- TASK TO COMPLETE: Filter the material below down to the lines with the word "label" and give those lines.

- EXTRACTED INFORMATION:
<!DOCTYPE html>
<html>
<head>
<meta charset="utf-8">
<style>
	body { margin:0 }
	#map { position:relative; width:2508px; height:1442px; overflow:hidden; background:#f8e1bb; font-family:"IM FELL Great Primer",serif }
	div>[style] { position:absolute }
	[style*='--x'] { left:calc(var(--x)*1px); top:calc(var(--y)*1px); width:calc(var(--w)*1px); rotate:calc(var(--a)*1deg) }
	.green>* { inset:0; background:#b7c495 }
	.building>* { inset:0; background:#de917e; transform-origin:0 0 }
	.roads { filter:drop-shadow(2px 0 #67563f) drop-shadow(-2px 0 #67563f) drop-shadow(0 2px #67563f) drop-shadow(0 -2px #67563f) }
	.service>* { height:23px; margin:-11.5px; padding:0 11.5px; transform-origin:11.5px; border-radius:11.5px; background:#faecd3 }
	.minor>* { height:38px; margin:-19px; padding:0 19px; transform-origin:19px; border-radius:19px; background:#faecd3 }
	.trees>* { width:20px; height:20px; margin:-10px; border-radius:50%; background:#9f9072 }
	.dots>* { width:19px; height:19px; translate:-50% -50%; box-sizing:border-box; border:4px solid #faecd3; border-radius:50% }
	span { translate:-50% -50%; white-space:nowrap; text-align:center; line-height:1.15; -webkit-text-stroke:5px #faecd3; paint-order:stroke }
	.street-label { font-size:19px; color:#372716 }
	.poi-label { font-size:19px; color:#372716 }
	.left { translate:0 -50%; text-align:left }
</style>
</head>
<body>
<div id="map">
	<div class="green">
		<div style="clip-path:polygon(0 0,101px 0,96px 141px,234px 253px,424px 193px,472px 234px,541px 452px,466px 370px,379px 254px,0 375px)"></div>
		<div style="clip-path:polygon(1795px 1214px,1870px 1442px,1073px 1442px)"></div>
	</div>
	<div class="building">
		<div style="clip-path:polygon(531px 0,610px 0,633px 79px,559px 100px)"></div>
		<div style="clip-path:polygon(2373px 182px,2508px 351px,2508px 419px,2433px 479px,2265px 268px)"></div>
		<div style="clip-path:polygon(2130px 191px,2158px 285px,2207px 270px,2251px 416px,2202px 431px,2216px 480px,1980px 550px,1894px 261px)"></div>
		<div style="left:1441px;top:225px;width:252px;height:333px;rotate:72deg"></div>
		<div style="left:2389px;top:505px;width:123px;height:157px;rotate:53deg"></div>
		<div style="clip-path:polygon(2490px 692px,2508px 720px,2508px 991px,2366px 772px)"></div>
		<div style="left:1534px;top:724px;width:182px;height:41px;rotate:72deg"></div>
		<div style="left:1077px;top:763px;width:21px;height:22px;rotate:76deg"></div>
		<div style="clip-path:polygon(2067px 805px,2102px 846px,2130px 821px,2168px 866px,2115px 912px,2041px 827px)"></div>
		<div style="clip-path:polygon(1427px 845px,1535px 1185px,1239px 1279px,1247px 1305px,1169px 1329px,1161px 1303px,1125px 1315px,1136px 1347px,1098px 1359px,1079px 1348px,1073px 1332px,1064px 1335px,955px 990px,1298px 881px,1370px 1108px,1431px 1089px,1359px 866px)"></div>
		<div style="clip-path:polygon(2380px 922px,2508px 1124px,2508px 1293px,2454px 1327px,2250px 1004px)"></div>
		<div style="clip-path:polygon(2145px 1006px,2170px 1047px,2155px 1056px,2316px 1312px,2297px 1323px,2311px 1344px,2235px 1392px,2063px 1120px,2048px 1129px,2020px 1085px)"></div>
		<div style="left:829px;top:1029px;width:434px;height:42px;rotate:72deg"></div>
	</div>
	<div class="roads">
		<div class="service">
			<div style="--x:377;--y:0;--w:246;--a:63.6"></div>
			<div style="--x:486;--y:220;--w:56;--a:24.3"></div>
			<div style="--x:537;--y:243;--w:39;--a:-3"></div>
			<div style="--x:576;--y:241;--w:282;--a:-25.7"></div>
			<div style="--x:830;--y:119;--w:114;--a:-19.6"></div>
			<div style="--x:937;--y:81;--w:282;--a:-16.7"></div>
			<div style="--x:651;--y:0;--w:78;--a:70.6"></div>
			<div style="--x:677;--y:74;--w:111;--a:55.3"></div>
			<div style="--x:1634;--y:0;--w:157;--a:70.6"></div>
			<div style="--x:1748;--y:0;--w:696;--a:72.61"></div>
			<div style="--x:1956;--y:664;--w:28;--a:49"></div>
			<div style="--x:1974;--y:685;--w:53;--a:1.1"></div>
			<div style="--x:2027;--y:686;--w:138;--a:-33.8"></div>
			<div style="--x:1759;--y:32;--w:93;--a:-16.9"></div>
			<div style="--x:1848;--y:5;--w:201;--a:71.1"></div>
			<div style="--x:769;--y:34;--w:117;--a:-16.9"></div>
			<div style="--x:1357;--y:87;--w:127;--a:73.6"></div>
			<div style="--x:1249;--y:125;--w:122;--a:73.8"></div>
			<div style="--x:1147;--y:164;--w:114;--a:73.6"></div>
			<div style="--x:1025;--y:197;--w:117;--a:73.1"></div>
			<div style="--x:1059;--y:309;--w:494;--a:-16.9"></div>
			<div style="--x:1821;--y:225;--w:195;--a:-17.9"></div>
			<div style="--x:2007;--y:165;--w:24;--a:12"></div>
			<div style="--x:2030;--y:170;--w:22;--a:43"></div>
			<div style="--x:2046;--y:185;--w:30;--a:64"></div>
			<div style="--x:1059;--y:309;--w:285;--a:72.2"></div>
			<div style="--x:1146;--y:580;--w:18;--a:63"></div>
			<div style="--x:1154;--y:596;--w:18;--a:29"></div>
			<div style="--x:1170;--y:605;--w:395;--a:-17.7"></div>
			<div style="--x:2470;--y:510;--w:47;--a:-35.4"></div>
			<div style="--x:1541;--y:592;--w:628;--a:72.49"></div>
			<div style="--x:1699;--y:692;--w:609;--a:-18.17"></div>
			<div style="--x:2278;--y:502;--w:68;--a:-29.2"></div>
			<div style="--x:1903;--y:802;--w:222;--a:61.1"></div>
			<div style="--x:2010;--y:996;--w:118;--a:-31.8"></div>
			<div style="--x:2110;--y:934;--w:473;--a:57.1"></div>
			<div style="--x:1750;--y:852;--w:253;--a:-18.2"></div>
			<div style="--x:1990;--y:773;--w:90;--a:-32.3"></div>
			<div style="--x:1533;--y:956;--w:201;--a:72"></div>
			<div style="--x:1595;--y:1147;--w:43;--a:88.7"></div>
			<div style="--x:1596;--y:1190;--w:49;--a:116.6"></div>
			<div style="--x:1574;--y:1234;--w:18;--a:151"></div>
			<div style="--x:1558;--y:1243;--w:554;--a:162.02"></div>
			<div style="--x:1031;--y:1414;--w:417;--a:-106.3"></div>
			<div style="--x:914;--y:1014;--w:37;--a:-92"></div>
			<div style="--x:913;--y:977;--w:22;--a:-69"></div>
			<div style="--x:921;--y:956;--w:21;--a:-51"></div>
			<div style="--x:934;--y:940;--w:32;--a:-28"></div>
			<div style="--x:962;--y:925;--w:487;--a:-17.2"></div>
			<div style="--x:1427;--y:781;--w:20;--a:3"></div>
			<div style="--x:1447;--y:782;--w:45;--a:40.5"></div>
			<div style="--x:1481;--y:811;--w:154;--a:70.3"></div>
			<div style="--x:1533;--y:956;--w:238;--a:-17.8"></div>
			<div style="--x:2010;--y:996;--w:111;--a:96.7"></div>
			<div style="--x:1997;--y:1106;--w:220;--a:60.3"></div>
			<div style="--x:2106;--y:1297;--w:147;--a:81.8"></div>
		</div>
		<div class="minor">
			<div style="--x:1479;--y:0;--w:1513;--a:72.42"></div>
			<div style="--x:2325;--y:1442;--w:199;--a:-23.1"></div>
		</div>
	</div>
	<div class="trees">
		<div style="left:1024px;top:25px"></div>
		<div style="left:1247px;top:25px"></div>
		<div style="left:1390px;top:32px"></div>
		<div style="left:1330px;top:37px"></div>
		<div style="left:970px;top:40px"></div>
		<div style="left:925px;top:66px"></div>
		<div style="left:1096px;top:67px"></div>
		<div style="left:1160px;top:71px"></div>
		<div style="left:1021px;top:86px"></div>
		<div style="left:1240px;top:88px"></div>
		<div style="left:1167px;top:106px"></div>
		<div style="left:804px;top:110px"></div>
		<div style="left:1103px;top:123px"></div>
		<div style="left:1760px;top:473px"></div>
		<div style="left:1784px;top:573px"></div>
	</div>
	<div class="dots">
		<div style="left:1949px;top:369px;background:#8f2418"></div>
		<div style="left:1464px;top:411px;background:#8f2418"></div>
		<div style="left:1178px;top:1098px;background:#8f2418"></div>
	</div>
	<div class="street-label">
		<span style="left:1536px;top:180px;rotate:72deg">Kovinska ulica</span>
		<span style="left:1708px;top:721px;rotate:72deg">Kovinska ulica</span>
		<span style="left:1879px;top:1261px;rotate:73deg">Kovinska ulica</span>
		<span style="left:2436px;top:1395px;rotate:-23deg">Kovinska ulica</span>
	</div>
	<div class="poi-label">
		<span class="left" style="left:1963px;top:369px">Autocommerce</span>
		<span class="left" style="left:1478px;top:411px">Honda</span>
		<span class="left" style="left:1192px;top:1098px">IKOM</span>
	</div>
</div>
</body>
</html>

- RESULT FOR THIS EXERCISE:
	.street-label { font-size:19px; color:#372716 }
	.poi-label { font-size:19px; color:#372716 }
	<div class="street-label">
	<div class="poi-label">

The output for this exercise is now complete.